In July 2020, I started my Instagram page @aspirant_goals which was initially a Bookstagram that turned into a Studygram. Soon after, I created my Telegram channel to get to know my fellow subscribers personally. The idea has always been to create content that inspires students across the country; what better way to reach out to Gen Z students than social media.
From becoming financially independent to making friends from across the country, social media has given me much more than mere followers. As a budding creator and a full-time student, it can be hard to manage everything on my own. I am glad I came across Habitat, a community-first platform, that helped me solve the pain points of payment and subscription management on Telegram. From collecting recurring payments to accessing granular insight into my audience, Habitat has helped me stay directly in touch with my subscribers without the hassle of verification.
How many aspirants do you mentor via Aspiriant Goals and your Telegram channel?
I have over 23K followers on Instagram and 5,000 subscribers on Telegram, whom I connect with daily. To date, I have mentored 1,000 students via different social media platforms. In addition, I was able to reach ample students by conducting UPSC orientation sessions and sharing toppers strategies.
What are your plans for your social media pages and channels and yourself as well.
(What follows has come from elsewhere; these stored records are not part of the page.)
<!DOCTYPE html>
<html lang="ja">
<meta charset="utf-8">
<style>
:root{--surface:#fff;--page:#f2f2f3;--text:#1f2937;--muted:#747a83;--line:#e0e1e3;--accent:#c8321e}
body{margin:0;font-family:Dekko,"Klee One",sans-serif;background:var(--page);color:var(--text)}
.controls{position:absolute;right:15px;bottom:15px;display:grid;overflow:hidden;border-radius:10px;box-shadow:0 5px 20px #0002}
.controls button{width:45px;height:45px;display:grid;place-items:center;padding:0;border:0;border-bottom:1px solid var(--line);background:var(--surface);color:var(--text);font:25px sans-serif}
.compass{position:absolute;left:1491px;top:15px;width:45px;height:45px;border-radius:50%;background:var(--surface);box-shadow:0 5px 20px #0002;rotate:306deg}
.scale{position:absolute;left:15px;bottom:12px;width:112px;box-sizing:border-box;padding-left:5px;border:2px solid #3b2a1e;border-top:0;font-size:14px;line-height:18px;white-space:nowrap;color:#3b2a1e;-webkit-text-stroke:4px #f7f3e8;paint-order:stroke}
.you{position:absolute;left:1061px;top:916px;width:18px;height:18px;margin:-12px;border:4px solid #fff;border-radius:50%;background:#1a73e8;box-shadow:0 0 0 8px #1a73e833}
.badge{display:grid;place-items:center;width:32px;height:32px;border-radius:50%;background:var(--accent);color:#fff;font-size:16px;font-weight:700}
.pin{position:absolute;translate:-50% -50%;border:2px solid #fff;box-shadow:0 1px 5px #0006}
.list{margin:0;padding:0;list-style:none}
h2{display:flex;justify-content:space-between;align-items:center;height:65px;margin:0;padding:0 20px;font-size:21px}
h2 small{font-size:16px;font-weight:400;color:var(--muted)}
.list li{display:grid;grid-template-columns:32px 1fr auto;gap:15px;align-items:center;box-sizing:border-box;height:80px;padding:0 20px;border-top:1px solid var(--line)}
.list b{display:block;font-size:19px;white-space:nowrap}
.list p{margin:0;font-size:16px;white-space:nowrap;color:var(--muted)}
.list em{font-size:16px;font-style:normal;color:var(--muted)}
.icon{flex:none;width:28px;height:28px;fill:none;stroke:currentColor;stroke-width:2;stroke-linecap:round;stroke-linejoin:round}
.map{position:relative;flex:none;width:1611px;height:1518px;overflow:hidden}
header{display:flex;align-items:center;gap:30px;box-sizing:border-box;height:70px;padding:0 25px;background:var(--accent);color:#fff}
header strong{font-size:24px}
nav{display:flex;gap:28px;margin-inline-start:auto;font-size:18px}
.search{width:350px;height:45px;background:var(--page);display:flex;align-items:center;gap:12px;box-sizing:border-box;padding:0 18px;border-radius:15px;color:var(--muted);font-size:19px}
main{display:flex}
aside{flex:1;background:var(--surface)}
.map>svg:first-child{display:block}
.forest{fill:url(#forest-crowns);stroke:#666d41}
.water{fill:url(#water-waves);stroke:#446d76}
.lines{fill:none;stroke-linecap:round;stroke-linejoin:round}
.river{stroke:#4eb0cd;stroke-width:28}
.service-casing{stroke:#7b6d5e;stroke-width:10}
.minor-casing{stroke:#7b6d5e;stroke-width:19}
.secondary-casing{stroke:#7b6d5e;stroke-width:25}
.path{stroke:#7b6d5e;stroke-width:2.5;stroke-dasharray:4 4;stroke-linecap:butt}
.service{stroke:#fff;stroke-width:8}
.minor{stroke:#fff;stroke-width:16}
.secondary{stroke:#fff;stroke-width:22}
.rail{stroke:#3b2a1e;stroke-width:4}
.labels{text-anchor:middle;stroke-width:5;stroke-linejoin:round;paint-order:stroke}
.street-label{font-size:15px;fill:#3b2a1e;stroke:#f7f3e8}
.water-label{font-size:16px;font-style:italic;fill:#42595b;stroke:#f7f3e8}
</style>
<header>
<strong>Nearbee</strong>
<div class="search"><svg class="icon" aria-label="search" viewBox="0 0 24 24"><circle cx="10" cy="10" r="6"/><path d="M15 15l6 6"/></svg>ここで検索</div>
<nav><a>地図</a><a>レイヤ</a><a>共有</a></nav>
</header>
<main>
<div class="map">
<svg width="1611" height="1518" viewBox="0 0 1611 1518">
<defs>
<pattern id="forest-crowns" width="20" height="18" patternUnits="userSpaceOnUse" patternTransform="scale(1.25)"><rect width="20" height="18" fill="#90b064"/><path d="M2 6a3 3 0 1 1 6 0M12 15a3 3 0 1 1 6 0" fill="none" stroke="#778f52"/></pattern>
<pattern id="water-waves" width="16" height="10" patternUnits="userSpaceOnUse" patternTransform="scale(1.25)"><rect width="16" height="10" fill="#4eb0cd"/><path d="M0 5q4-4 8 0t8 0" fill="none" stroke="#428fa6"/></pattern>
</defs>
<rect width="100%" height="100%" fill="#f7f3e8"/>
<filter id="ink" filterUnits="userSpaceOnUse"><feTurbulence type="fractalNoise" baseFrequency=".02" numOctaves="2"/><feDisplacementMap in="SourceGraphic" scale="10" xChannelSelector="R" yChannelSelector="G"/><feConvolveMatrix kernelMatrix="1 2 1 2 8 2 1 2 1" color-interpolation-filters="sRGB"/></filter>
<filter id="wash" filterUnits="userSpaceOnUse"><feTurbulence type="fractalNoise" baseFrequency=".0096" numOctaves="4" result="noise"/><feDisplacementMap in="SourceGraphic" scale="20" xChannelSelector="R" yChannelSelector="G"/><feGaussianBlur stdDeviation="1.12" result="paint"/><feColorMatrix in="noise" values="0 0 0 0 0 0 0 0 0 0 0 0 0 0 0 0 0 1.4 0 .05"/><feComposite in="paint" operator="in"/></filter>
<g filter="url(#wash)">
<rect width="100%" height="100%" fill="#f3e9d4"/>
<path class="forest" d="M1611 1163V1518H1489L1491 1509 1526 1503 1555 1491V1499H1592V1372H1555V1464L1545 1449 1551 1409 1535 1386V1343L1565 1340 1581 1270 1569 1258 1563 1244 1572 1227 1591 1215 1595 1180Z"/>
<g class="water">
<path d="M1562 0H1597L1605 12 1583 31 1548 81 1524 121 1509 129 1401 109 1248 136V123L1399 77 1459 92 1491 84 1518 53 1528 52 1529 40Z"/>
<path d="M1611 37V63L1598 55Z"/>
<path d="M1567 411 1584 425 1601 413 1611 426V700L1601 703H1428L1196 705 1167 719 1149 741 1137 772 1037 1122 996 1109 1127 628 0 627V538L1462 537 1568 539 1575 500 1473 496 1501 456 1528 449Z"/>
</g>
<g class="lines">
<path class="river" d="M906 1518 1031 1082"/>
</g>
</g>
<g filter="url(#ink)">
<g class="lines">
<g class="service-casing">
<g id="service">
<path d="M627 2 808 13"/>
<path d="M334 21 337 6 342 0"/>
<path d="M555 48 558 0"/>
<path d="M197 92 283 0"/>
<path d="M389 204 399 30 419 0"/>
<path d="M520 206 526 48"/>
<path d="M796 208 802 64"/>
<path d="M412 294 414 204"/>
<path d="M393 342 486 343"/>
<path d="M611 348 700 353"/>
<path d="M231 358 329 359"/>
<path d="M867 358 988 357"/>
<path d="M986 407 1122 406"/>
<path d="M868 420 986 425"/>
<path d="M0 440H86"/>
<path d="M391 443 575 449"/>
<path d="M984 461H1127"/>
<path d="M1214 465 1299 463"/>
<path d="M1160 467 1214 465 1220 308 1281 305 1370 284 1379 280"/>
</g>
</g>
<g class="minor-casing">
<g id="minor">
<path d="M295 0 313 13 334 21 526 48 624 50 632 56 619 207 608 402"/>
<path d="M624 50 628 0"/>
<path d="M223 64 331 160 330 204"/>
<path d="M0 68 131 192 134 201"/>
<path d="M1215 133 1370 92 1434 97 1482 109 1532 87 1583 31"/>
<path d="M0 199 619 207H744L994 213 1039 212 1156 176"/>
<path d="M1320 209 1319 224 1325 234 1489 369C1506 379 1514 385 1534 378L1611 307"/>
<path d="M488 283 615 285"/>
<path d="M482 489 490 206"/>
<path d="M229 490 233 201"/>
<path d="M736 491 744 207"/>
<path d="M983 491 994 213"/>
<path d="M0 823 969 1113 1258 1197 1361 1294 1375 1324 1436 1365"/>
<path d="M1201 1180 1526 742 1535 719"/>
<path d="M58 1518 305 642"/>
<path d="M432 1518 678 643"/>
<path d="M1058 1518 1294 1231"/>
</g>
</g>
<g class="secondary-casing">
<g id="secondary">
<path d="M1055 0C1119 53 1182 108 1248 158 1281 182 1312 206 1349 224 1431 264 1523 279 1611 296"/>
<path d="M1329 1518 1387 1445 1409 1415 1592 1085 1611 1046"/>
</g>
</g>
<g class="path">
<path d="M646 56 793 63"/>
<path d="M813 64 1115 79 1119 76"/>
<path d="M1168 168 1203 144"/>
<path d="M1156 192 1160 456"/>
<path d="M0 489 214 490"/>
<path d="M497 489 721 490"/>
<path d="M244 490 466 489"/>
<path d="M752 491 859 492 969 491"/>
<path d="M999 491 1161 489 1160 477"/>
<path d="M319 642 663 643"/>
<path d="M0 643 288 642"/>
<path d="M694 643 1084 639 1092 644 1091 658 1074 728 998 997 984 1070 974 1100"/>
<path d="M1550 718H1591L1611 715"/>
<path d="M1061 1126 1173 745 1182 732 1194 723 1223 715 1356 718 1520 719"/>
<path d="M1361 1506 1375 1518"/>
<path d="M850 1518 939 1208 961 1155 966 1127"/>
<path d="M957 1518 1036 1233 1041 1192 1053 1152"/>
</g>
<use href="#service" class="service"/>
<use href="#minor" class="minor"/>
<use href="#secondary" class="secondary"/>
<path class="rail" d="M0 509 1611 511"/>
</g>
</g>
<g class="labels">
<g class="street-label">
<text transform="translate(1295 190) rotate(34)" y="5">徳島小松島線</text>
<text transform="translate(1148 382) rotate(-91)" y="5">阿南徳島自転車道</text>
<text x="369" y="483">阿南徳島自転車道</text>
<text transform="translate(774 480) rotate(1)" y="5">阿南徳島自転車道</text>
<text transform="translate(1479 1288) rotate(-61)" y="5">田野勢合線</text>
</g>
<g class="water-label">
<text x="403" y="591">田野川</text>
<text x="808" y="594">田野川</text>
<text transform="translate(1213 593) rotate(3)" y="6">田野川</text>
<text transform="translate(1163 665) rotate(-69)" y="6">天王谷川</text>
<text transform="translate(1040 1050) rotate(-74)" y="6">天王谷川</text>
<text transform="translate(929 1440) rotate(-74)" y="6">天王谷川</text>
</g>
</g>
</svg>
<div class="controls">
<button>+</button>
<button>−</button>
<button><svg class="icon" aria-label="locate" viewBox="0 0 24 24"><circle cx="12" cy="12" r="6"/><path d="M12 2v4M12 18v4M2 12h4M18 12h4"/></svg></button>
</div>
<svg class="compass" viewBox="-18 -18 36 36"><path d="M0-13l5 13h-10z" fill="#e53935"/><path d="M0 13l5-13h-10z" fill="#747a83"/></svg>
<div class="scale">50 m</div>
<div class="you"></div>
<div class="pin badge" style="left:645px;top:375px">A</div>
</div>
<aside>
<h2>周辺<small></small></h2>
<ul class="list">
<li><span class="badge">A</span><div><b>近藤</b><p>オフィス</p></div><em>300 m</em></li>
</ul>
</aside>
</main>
I see my social media page as a source of inspiration for people for both competitive exams and mental health. As every aspirant is unique, I want to personally mentor each of them and give them the attention they need through my Telegram channel. My personal goal is to crack the UPSC exams and do many more talk shows for the youth. However, having experienced depression at such a young age, I give a lot of importance to my mental health. Therefore, I will only do so much that gives me peace of mind and takes me to that place.
Any message for the aspiriants?
As an aspirant, it's unimaginable to see fellow students devoting their entire life to an exam. To them, I want to say that you are more than a competitive exam. Prepare for the worst; finding excuses shouldn't be the quality you possess. As a community, let's learn from each other and strive each day to become the best version of ourselves no matter what the outcome is.